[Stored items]

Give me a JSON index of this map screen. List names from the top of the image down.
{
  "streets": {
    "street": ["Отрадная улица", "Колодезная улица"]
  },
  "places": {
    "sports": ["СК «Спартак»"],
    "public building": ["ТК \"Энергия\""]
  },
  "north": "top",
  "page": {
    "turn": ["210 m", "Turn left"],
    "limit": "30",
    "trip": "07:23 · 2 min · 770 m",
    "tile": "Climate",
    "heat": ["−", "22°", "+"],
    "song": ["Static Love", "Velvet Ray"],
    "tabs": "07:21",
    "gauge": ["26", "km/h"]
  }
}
...
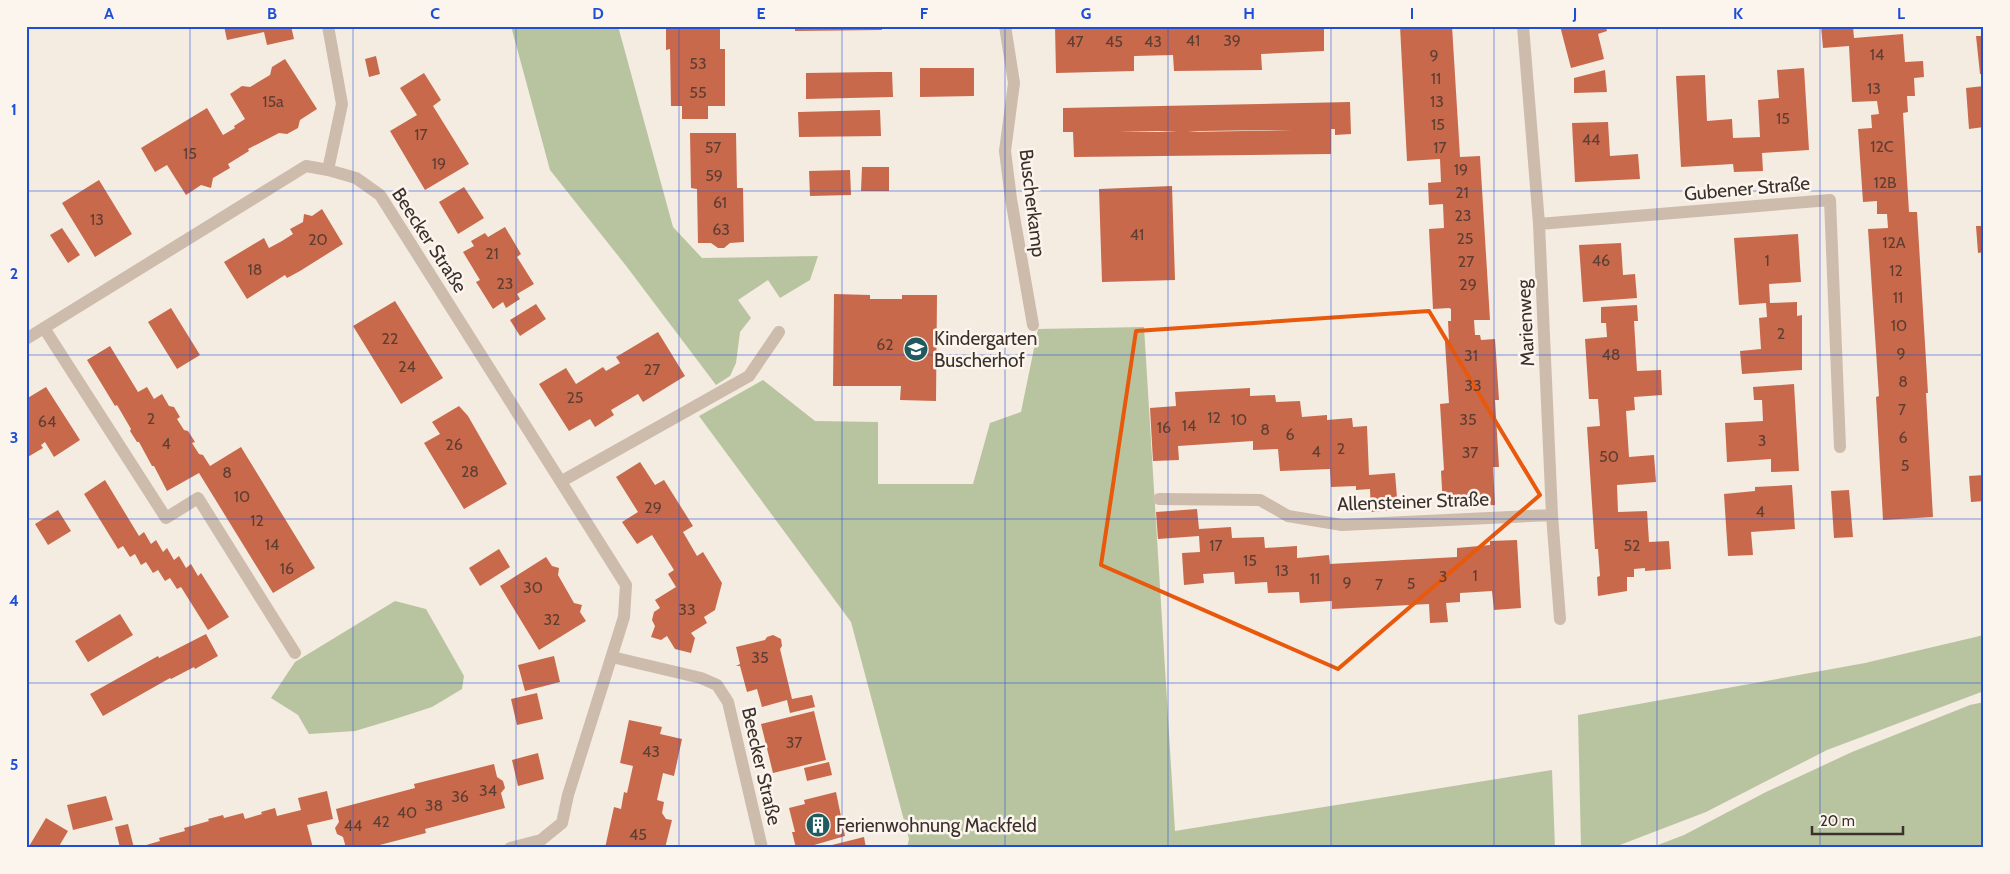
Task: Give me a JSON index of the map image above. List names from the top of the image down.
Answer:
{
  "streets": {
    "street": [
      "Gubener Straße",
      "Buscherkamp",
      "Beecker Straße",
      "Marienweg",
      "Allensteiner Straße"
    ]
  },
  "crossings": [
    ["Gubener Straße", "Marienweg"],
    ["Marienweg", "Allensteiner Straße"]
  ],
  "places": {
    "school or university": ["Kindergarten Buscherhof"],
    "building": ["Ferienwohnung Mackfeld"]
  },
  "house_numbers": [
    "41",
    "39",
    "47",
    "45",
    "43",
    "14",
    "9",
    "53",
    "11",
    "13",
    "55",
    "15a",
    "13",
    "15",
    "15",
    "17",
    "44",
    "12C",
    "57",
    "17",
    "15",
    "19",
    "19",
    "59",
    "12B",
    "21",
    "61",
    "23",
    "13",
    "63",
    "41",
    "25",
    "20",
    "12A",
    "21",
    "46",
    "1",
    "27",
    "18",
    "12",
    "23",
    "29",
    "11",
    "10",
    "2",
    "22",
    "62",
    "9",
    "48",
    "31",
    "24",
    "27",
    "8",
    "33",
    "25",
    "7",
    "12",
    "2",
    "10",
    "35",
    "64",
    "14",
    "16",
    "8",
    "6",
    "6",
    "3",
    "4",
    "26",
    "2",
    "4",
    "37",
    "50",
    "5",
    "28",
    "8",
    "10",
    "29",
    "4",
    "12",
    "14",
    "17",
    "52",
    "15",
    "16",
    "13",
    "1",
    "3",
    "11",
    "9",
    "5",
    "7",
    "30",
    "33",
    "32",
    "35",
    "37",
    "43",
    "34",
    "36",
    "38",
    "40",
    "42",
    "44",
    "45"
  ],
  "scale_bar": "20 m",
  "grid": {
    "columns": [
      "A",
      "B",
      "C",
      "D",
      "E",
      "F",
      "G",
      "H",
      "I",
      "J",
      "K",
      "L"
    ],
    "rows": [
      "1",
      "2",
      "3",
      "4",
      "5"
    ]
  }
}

• [Exercise instructions]: From the records above, copy each line in which the string "image" occurs.

• [Exercise response]:
Give me a JSON index of this map screen. List names from the top of the image down.
Task: Give me a JSON index of the map image above. List names from the top of the image down.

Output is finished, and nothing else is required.